SMLL supports two scaling modes depending on your service's deployment mode.

Always-on scaling (HPA)

When your service is set to always on with max_replicas > min_replicas, SMLL creates a Kubernetes Horizontal Pod Autoscaler (HPA) that automatically adjusts replicas based on load.

Min replicas: the minimum number of instances always running
Max replicas: the upper bound for autoscaling

Scale-to-zero (on demand)

Services with on demand deployment mode scale down to zero replicas when idle, eliminating costs during inactive periods.

How it works

SMLL uses the KEDA HTTP add-on to manage scale-to-zero:

An interceptor proxy sits in front of your service
When traffic arrives and no replicas are running, KEDA spins up a new instance
Traffic is held at the proxy until the instance is ready (typically a few seconds)
After a period of no traffic, the service scales back to zero

Idle timeout

The idle timeout controls how long a service stays running after the last request:

Default: 300 seconds (5 minutes)
Configurable: set any value in the service settings

A shorter timeout saves costs but increases cold start frequency.

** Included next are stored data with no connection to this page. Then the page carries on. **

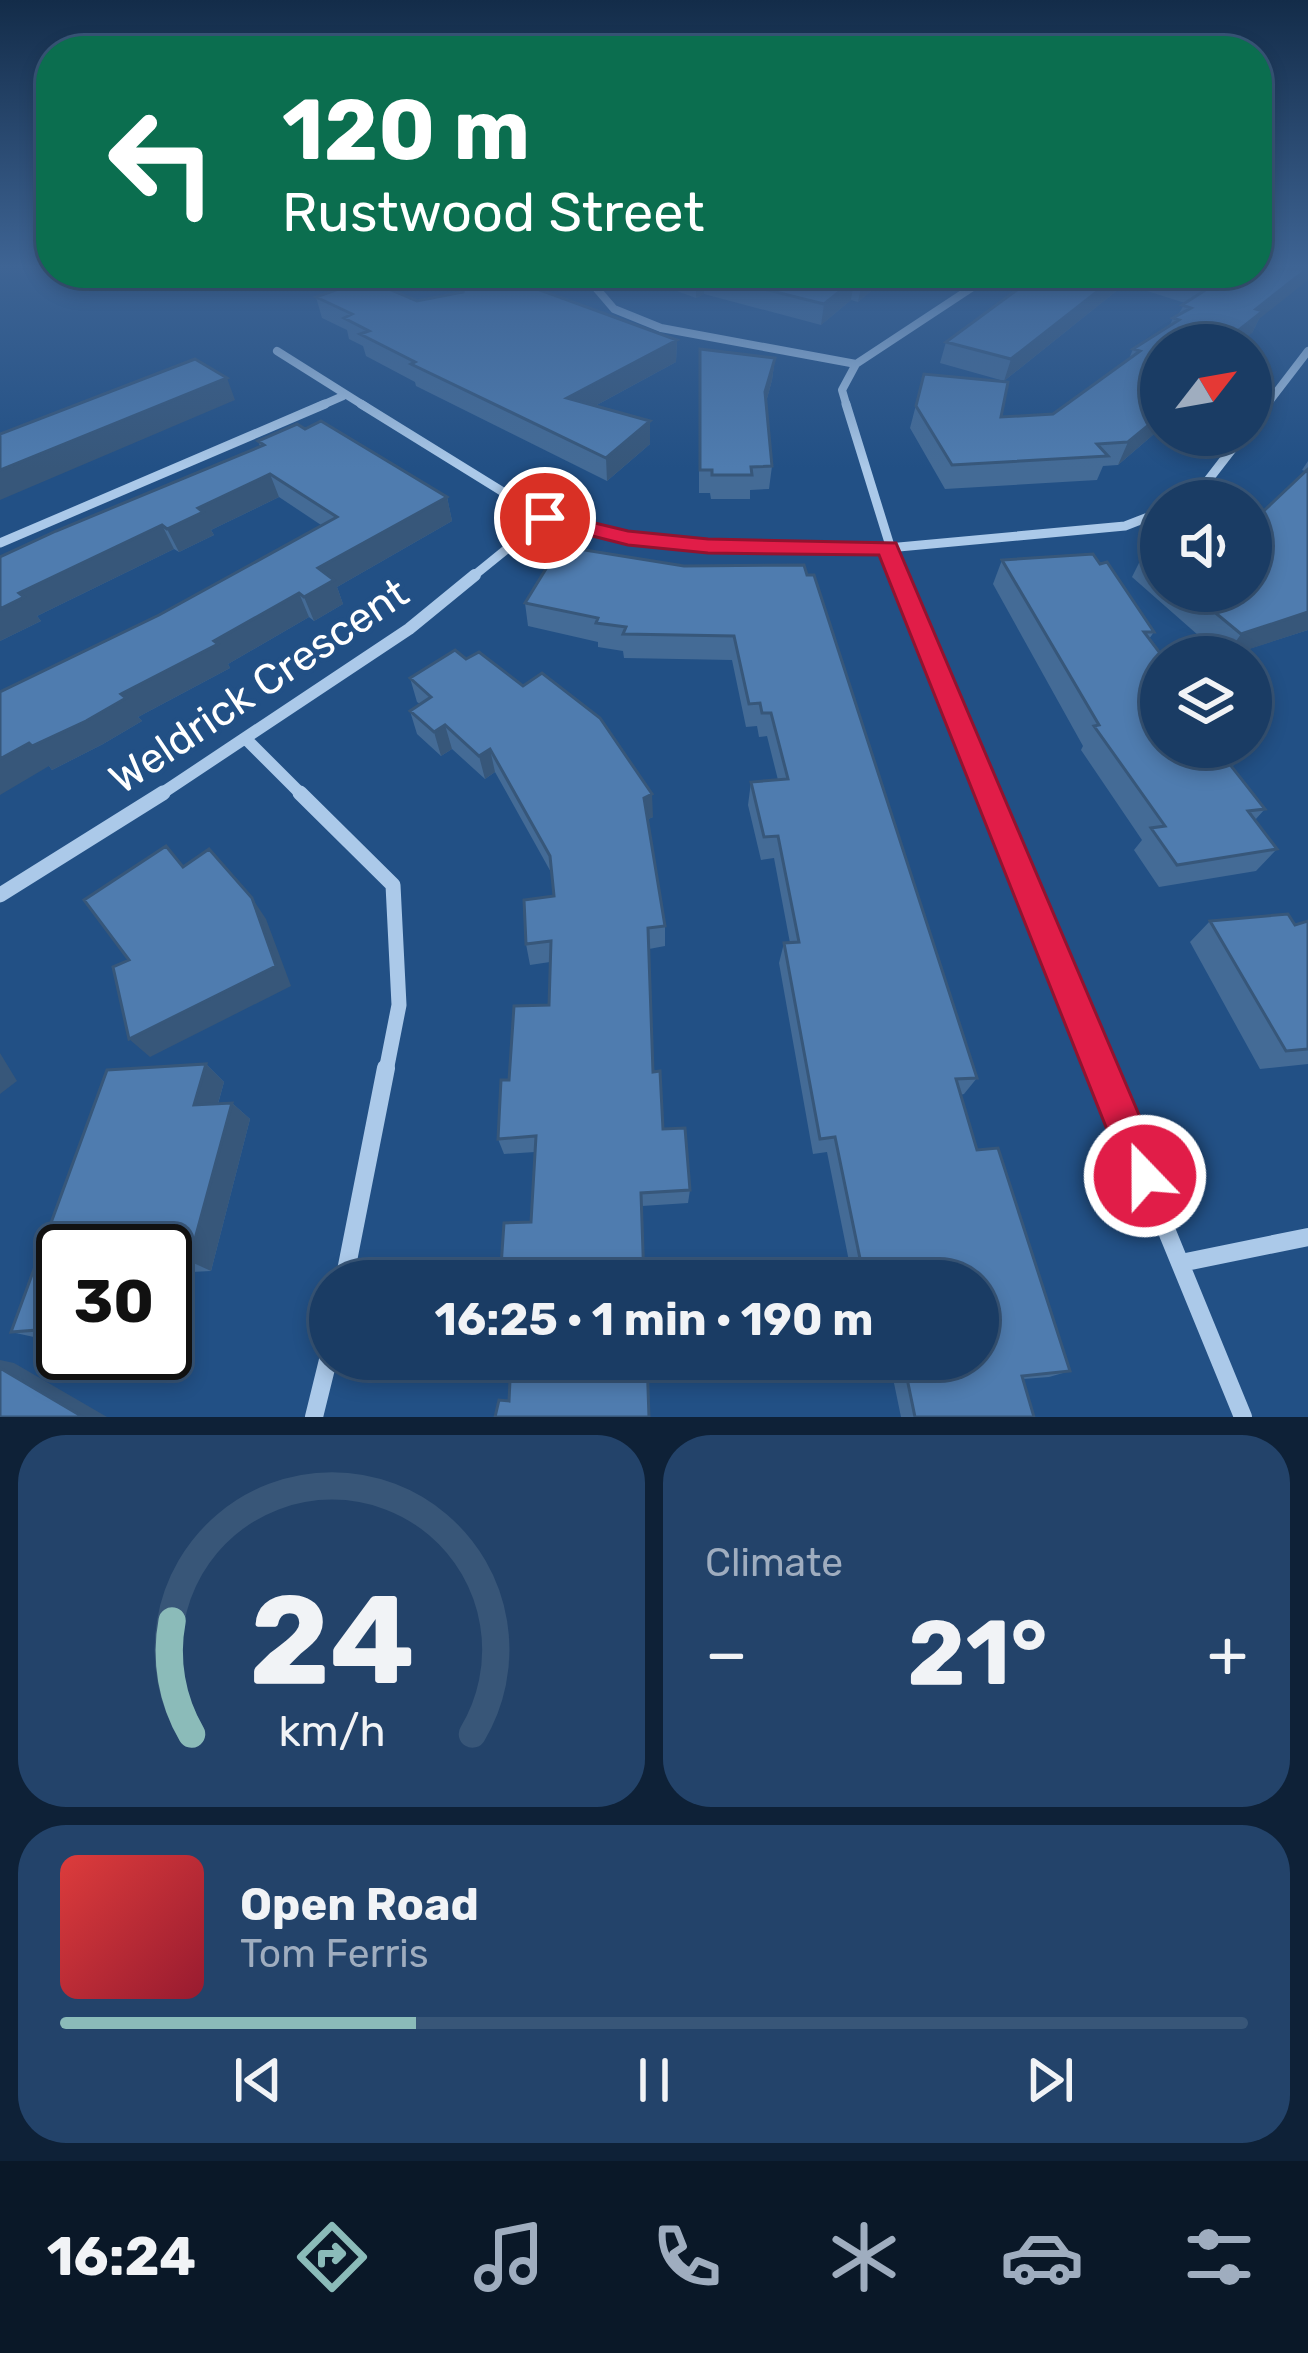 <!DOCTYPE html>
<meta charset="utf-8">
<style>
body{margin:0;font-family:Rubik,sans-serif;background:#23436a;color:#f1f3f6;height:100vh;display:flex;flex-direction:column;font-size:45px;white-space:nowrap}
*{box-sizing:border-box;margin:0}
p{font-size:39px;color:#9fadbf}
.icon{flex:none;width:66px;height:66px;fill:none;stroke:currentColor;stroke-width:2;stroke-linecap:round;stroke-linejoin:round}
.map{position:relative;height:1417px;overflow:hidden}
.drawer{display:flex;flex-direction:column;gap:18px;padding:18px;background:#0e2137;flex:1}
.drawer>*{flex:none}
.hud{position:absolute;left:36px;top:36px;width:1236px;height:252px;border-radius:48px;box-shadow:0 6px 18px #0003,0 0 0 3px #385678;background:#0b6e4f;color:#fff;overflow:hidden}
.needle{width:78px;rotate:59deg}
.fabs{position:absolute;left:1140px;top:324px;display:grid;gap:24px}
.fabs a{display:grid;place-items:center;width:132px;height:132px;border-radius:50%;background:#1a3c64;box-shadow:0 6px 18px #0003,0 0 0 3px #385678;font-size:60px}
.speed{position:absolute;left:36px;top:1224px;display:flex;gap:24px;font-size:60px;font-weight:700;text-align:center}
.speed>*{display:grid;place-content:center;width:156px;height:156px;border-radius:50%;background:#1a3c64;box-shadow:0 6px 18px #0003,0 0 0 3px #385678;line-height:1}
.speed .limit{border:6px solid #111;border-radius:18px;background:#fff;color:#111}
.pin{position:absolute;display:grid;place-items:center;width:102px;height:102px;color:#fff;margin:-51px;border:6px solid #fff;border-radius:50%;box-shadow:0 3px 12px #0007}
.me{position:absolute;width:132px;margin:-66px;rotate:338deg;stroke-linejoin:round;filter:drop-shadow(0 0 9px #0008)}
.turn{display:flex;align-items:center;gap:42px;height:252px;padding:0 48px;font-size:54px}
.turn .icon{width:156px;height:156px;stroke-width:2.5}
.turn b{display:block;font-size:84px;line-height:102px}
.big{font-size:90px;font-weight:700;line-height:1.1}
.drawer .widget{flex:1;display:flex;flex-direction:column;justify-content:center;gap:18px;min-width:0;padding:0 42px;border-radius:48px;background:#23436a}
.drawer .dial{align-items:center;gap:0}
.dial svg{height:312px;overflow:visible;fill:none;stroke:#385678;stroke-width:7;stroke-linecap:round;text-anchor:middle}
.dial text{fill:#f1f3f6;stroke:none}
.song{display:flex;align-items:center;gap:36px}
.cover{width:144px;height:144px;border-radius:18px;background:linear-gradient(135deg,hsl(0 70% 55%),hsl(350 70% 35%))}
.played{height:12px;border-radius:6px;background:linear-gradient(90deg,#8bbbb9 30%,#385678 30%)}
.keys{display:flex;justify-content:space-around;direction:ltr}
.heat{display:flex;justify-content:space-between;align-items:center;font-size:66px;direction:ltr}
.drawer .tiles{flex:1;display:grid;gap:18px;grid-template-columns:1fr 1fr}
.widget:last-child{grid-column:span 2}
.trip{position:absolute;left:309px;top:1260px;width:690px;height:120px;border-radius:60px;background:#1a3c64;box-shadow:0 6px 18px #0003,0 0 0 3px #385678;font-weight:700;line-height:120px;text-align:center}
.tab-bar{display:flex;height:192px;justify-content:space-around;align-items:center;background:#0a1828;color:#9fadbf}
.tab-bar .icon{width:84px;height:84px}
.tab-bar .active{color:#8bbbb9}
.tab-bar b{font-size:54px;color:#f1f3f6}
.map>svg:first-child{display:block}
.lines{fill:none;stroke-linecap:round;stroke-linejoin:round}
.street-far4{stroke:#abc9e9;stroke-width:8}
.street-far3{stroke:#abc9e9;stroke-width:9}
.street-far2{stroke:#abc9e9;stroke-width:12}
.street-far1{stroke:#abc9e9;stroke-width:15}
.street{stroke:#abc9e9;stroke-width:18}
.wall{fill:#446b96}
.shaded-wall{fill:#37577a}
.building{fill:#4f7caf;stroke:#37577a;stroke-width:3}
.route{fill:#e11d48;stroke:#92132f;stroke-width:3}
.labels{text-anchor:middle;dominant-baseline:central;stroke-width:9;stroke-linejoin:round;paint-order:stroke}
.street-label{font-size:42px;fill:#fff;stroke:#225085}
</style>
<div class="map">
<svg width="1308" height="1417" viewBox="0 0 1308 1417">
<rect width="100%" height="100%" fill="#225085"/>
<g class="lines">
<path class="street-far4" d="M 616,273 L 596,288 L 614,309 L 661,328 L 856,364
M 277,351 L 366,407
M 318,407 L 343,396
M 847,407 L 842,390 L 856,364 L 994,273
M 1265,407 L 1308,351"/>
<path class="street-far3" d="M 361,404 L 545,518 L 628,538 L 708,546 L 888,548 L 1125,526 L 1161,512
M 846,404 L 900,578
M 1251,425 L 1267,404
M 1192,501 L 1243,435
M 0,543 L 325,404
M 471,578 L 545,518"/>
<path class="street-far2" d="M 899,575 L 989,796
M 247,740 L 303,796
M 158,796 L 409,629 L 475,575"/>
<path class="street-far1" d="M 300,793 L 393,885 L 399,1005 L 386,1071
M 988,793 L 1102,1071
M 0,895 L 163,793"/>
<path class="street" d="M 1100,1068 L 1243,1417
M 1181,1263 L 1308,1237
M 344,1281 L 386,1068
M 314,1417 L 330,1352"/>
</g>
<path class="wall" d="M 643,273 L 906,273 L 875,288 L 858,302 L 851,300 L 821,325 L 704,294 L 696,298 L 655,283 L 655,278 Z
M 1040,273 L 1257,273 L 1259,319 L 1252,333 L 1161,345 L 1161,421 L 1154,434 L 1118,465 L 1103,466 L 1097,480 L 945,489 L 910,428 L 924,374 L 1001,417 L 1053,414 L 1129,359 L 1133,349 L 1170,325 L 1173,318 L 1178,315 L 1185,303 L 1125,284 L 1004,381 L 940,363 L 946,342 Z
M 316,297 L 417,301 L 677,340 L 676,362 L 595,406 L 650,421 L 650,444 L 607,481 L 416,386 L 415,382 L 366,356 L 363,346 L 349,339 L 347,330 L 322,318 Z
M 775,358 L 772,380 L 766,402 L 772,466 L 769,489 L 750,490 L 750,499 L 711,499 L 710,493 L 699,493 L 699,371 Z
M 258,441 L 447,497 L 452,521 L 337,587 L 343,604 L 314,621 L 309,617 L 228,664 L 230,668 L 138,717 L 142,721 L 103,744 L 52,770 L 49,766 L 159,615 L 321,525 L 279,497 L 211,530 L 214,535 L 179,552 L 174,549 L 37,616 L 41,621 L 0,641 L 0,557 L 260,446 Z
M 1308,461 L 1308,630 L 1223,657 L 1132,577 L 1144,553 L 1161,549 L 1161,591 L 1251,591 L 1261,516 L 1305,471 L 1302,470 Z
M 1002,560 L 1154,632 L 1149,639 L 1161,747 L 1237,761 L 1232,767 L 1265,809 L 1255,820 L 1277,849 L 1256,871 L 1159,887 L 1134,850 L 1142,840 L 1081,750 L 1083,746 L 993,584 Z
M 804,565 L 977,1078 L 964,1094 L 960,1095 L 977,1150 L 1070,1371 L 1049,1377 L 1023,1379 L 1034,1417 L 901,1417 L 889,1359 L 978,1359 L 978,1281 L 853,1281 L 827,1152 L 813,1154 L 779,963 L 784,943 L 790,943 L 774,858 L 761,860 L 748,805 L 751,782 L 778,780 L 767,736 L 759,737 L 757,726 L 746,727 L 732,660 L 624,658 L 623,651 L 598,647 L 598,642 L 528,626 L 525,603 L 684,566 Z
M 410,678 L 653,817 L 648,819 L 665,926 L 665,946 L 649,949 L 653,1072 L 663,1129 L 690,1190 L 688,1203 L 642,1206 L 531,1222 L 535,1152 L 504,1154 L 498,1139 L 509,1080 L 549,1005 L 550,962 L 530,965 L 526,944 L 554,896 L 552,874 L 495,772 L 485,779 L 452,749 L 441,756 L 417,734 L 410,711 L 420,704 L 417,702 Z
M 1210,921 L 1295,925 L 1308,921 L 1308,1064 L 1260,1069 L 1190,942 Z
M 206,1064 L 224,1082 L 218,1104 L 232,1103 L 250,1119 L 211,1271 L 171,1273 L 165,1295 L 165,1251 L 63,1251 L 63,1338 L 43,1339 L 11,1332 L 107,1070 Z"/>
<path class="shaded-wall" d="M 1308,269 L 1308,280 L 1259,319 L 1252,333 L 1236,345 L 1220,345 L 1256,309 Z
M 873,273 L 906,273 L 875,288 L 858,302 L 862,282 Z
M 1121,273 L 1129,273 L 1125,284 L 1004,381 L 1011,359 Z
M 704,274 L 704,294 L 696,298 L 696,278 Z
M 854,280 L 851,300 L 821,325 L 824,304 Z
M 677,340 L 676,362 L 569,420 L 567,398 Z
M 775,358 L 772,380 L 763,414 L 765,392 Z
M 227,378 L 235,400 L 0,500 L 0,470 Z
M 1161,407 L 1161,421 L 1154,434 L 1118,465 L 1128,442 Z
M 650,421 L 650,444 L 607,481 L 606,458 Z
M 270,474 L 279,497 L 211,530 L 214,535 L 179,552 L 167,529 L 198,508 Z
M 447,497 L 452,521 L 337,587 L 343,604 L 314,621 L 304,597 L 318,568 Z
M 162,525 L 174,549 L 37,616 L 41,621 L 0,641 L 0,609 L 19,593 Z
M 299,593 L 309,617 L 228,664 L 230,668 L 138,717 L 142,721 L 103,744 L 52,770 L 49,766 L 0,795 L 0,759 L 121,694 Z
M 1308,612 L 1308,630 L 1225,657 L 1241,634 Z
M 445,725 L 452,749 L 441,756 L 434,732 Z
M 490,749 L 495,772 L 485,779 L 479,756 Z
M 652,794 L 653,817 L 645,821 L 644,798 Z
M 252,898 L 266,919 L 291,986 L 150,1057 L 129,1039 Z
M 0,1053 L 17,1081 L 0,1094 Z
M 206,1064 L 224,1082 L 213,1121 L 194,1105 Z
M 232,1103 L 250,1119 L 211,1271 L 189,1261 Z
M 165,1271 L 171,1273 L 165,1295 Z
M 0,1360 L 14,1363 L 107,1417 L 83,1417 L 0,1368 Z"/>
<path class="building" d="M 1257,269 L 1307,269 L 1256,309 L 1263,311 L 1220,345 L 1161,345 L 1161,407 L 1158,409 L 1161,410 L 1161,415 L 1128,442 L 1097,444 L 1108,456 L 952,465 L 916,406 L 924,374 L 1008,382 L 1001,417 L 1053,414 L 1140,351 L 1133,349 L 1179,320 L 1173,318 L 1191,308 L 1182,305 L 1210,287 L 1163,273 L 1257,273 Z
M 469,273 L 493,273 L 677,340 L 567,398 L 650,421 L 606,458 L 411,364 L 415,362 L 360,334 L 369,331 L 344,318 L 352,314 L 316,297 L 366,279 L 417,301 L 463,292 Z
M 683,273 L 873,273 L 862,282 L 854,280 L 824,304 L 704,274 L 696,278 Z
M 1040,273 L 1121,273 L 1011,359 L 946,342 Z
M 700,349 L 775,358 L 765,392 L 772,466 L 751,467 L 752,475 L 712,475 L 712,470 L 700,470 Z
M 195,359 L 227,378 L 0,470 L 0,434 Z
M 321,421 L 447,497 L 318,568 L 334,580 L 304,597 L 299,593 L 214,641 L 218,644 L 121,694 L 126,698 L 86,721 L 32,746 L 29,743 L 0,759 L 0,692 L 159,615 L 337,517 L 270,474 L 198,508 L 203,512 L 167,529 L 162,525 L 19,593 L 24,597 L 0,609 L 0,557 L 56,531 L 264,445 L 258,441 L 297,424 L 305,429 Z
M 1308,469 L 1308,612 L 1241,634 L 1189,591 L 1251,591 L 1251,523 Z
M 560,546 L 684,566 L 804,565 L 807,575 L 814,575 L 977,1078 L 956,1079 L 977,1150 L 998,1148 L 1070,1371 L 1022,1376 L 1034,1417 L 915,1417 L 903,1359 L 978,1359 L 978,1281 L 886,1281 L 885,1276 L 864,1278 L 835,1137 L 820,1139 L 784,943 L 799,942 L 778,836 L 764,837 L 751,782 L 788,779 L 771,713 L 762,713 L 760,703 L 749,704 L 734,636 L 623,634 L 626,627 L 596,623 L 598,618 L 525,603 Z
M 1161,549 L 1161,567 L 1144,553 Z
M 1093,554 L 1100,564 L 1107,562 L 1154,632 L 1144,632 L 1163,657 L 1161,657 L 1161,747 L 1226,747 L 1237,761 L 1228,762 L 1265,809 L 1248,811 L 1277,849 L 1177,865 L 1151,828 L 1165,826 L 1094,726 L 1099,725 L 1002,560 Z
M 455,650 L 466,659 L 479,652 L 523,686 L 542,673 L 600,718 L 652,794 L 644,798 L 665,926 L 648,928 L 653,1072 L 660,1071 L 663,1129 L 685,1128 L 690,1190 L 641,1193 L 644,1281 L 500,1281 L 504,1223 L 531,1222 L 536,1136 L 498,1139 L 501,1080 L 509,1080 L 514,1006 L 549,1005 L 551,941 L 526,944 L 524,900 L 554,896 L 550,856 L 490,749 L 479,756 L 445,725 L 434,732 L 410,711 L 431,697 L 410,678 Z
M 166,846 L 183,867 L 209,849 L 252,898 L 276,966 L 129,1039 L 113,967 L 129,960 L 84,900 Z
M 1288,914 L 1295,925 L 1308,921 L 1308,1049 L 1286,1051 L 1210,921 Z
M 206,1064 L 194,1105 L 232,1103 L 189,1261 L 165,1262 L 165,1251 L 63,1251 L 63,1328 L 11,1332 L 107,1070 Z
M 511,1359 L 647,1359 L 649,1417 L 495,1417 L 499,1400 L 509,1401 Z
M 0,1368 L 83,1417 L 0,1417 Z"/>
<linearGradient id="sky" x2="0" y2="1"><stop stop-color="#132c49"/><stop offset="0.57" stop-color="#3e6494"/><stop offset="1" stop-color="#3e6494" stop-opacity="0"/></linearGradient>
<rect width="1308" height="468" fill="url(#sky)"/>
<path class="route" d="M 545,511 L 628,531 L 708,539 L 896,543 L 1165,1176 L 1159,1190 L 1145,1196 L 1131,1190 L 879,555 L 708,553 L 628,545 L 537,522 L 537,513 Z"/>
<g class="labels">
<g class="street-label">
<text transform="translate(259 686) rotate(-34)">Weldrick Crescent</text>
</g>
</g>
</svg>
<div class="fabs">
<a><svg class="needle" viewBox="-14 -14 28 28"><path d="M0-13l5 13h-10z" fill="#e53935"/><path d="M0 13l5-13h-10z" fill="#9fadbf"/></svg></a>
<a><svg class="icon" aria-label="sound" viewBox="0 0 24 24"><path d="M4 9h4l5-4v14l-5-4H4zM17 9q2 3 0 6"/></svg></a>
<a><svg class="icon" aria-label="layers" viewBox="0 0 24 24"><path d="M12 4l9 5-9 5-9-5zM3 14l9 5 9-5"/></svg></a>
</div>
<div class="speed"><div class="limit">30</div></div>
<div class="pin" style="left:545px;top:518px;background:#d93025"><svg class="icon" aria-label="arrive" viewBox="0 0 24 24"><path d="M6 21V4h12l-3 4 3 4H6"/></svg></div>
<svg class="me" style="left:1145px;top:1176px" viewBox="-20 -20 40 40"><circle r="17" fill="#e11d48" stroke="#fff" stroke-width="3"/><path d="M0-11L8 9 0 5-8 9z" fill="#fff"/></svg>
<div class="trip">16:25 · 1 min · 190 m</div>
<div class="hud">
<div class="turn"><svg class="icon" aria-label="left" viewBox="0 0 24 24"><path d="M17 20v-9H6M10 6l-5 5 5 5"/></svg><div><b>120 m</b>Rustwood Street</div></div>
</div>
</div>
<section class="drawer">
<div class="tiles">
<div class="widget dial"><svg viewBox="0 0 100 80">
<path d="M14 69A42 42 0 1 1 86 69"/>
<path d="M14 69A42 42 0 0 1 9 40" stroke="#8bbbb9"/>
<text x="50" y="56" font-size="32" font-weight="700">24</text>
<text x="50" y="72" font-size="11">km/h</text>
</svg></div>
<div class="widget"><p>Climate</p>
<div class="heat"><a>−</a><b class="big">21°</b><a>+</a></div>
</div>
<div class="widget">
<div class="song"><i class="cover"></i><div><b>Open Road</b><p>Tom Ferris</p></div></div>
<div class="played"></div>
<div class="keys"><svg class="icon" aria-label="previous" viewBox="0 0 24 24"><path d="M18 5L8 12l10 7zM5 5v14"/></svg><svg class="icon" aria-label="pause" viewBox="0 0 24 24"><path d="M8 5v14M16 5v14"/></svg><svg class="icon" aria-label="next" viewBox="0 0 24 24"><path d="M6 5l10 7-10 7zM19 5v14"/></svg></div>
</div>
</div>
</section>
<nav class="tab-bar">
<b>16:24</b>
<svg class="icon active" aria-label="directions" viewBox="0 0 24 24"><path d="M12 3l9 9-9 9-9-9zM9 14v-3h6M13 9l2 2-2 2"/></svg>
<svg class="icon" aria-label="music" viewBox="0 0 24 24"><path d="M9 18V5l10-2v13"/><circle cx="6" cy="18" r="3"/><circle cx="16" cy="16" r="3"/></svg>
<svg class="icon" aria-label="phone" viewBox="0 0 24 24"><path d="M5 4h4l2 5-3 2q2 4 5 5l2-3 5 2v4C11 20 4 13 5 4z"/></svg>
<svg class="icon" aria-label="climate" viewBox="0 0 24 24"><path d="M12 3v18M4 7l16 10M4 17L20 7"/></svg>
<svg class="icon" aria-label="car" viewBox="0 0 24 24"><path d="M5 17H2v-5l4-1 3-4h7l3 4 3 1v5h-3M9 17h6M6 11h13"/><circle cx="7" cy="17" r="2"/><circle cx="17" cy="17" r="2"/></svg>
<svg class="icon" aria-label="filters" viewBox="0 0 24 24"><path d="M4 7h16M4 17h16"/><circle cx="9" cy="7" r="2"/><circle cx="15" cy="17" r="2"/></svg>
</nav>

A longer timeout keeps the service warm for follow-up requests.

Configuring

Go to your service settings
Set Deployment mode to On demand
Set Max replicas (min is automatically 0)
Adjust Idle timeout if needed
Save

Cold starts

The first request after scale-to-zero triggers a cold start. The latency depends on:

Image pull time (cached images are faster)
Application startup time
Health check completion

To minimize cold starts, keep your Docker images small and your application's startup fast.

Quota limits

Scaling is bounded by your VPC's resource quotas:

Tier	Max pods
Free	20
Pay-as-you-go	100

See Quotas for details on requesting increases.